### DATA FOR THIS EXERCISE
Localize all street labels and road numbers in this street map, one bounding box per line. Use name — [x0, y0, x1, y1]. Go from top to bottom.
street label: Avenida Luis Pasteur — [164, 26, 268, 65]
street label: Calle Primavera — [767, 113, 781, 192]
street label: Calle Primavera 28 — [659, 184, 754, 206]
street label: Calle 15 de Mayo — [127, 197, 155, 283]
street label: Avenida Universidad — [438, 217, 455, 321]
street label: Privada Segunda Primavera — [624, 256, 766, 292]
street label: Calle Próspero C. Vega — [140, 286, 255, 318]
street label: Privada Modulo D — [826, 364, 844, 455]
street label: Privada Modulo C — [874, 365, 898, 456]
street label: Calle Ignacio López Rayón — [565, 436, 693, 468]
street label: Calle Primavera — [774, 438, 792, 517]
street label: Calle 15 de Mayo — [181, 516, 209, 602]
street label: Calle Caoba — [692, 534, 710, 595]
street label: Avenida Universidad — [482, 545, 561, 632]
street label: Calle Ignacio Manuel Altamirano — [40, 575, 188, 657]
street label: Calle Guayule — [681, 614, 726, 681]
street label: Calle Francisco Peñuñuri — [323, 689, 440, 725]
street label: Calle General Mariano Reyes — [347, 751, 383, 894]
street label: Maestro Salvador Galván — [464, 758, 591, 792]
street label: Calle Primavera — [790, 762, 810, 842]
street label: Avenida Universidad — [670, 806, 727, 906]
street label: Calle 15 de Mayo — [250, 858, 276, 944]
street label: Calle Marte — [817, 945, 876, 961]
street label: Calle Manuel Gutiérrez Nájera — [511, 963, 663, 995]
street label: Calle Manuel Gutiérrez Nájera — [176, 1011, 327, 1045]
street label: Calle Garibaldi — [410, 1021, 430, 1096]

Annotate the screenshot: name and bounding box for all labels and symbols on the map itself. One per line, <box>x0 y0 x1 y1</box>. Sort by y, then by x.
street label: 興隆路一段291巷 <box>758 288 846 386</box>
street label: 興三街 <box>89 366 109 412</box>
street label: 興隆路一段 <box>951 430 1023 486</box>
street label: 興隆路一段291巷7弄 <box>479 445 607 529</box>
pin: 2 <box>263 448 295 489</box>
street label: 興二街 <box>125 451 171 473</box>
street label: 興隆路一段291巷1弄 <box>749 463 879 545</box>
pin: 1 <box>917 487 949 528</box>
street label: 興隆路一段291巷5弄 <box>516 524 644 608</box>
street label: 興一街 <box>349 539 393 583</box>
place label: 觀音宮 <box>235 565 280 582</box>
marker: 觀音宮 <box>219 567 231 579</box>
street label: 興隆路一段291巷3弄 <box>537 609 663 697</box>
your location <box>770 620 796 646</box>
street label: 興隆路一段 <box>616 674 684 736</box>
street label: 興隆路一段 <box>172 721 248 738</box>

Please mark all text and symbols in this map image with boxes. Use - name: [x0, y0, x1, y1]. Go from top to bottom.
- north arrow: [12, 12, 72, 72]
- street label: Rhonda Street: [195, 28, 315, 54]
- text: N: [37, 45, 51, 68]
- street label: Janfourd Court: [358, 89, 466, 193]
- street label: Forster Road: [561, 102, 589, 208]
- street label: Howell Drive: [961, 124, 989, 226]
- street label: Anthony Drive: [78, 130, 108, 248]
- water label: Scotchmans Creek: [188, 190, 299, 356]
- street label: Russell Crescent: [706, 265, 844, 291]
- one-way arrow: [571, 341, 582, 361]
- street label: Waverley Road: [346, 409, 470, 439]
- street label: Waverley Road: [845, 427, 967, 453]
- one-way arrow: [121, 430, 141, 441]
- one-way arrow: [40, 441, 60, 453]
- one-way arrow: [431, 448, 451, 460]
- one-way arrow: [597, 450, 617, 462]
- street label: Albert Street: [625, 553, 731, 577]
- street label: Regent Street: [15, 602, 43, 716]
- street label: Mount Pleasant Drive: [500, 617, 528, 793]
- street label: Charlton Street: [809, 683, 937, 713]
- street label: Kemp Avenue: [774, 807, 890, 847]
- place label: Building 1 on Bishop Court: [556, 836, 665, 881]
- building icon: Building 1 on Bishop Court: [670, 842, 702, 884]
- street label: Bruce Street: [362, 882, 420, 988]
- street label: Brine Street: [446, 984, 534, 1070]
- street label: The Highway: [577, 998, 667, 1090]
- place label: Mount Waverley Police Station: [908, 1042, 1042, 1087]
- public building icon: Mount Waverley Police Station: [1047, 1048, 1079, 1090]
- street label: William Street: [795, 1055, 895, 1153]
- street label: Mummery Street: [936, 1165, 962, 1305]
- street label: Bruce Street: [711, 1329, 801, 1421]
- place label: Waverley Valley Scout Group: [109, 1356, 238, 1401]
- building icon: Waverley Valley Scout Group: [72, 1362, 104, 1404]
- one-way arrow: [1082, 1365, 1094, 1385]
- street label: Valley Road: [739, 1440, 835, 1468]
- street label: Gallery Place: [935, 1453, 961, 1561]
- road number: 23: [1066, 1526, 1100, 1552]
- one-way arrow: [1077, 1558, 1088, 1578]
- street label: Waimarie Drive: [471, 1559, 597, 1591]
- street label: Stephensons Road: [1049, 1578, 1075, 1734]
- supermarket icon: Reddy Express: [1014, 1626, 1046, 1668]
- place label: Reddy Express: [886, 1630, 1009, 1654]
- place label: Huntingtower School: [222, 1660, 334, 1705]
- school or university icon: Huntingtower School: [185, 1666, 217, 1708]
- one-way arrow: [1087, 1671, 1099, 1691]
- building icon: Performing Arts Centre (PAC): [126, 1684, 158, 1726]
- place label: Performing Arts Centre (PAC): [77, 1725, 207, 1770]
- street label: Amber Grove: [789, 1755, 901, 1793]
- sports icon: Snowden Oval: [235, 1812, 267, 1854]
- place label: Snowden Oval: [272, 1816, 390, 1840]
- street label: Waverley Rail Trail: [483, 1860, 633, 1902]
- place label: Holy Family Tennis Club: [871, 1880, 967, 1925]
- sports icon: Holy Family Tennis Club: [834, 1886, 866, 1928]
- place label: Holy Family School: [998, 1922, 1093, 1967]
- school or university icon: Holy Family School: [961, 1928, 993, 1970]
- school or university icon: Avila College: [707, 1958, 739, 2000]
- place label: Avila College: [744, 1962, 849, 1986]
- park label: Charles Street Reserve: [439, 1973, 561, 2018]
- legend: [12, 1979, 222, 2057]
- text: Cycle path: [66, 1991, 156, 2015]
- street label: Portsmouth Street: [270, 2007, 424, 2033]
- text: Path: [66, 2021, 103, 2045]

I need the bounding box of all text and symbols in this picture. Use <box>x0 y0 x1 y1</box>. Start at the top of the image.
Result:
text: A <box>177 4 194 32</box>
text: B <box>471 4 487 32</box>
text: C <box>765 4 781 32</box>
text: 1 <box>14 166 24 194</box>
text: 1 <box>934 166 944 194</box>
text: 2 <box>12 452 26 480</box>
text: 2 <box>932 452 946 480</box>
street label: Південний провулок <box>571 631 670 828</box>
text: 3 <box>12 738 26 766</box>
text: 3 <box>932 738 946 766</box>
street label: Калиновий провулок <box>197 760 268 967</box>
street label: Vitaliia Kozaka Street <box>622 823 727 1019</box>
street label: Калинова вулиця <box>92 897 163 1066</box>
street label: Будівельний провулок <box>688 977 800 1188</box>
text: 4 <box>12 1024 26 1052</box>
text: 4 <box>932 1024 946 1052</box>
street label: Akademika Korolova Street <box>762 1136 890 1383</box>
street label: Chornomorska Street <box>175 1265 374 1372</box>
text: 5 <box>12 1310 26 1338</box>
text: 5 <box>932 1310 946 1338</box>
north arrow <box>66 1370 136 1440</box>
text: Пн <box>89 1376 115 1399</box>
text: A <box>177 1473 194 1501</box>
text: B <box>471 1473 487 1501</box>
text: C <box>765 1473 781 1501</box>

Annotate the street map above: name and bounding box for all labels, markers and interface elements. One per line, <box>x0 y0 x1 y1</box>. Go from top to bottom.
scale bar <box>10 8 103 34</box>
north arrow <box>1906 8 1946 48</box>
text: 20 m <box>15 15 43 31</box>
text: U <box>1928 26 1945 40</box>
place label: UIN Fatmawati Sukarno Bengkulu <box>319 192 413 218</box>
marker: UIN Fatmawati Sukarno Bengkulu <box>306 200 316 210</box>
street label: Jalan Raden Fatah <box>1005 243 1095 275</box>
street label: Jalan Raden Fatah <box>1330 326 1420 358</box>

### TASK
Copy each line holding the word "Gutiérrez" from the listing above.

### TASK RESULT
street label: Calle Manuel Gutiérrez Nájera — [511, 963, 663, 995]
street label: Calle Manuel Gutiérrez Nájera — [176, 1011, 327, 1045]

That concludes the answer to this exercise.